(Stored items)

^^^^^^^^^^^^^^^^

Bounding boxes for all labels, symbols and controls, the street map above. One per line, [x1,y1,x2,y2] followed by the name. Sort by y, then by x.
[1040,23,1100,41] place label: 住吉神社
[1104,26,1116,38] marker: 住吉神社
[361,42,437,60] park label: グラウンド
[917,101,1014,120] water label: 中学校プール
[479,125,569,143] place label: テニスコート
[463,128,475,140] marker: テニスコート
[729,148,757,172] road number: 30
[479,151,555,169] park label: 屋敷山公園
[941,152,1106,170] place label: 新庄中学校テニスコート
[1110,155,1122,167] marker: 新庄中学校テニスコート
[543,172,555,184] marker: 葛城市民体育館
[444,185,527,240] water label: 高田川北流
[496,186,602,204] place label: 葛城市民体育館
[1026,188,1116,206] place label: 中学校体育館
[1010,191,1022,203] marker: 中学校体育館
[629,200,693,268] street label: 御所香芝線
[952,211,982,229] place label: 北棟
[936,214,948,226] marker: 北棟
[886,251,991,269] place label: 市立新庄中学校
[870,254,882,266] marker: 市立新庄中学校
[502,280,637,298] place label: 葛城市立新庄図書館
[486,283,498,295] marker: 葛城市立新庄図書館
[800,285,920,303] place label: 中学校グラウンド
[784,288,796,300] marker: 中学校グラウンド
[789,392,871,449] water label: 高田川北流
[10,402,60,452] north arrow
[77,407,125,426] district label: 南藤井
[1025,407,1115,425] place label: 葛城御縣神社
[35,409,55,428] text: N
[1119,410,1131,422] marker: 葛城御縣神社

^^^^^^^^^^^^^^^^

Directions for this task
Where a line in the records above contains the string "street", return that line.

Answer space
Bounding boxes for all labels, symbols and controls, the street map above. One per line, [x1,y1,x2,y2] followed by the name. Sort by y, then by x.
[629,200,693,268] street label: 御所香芝線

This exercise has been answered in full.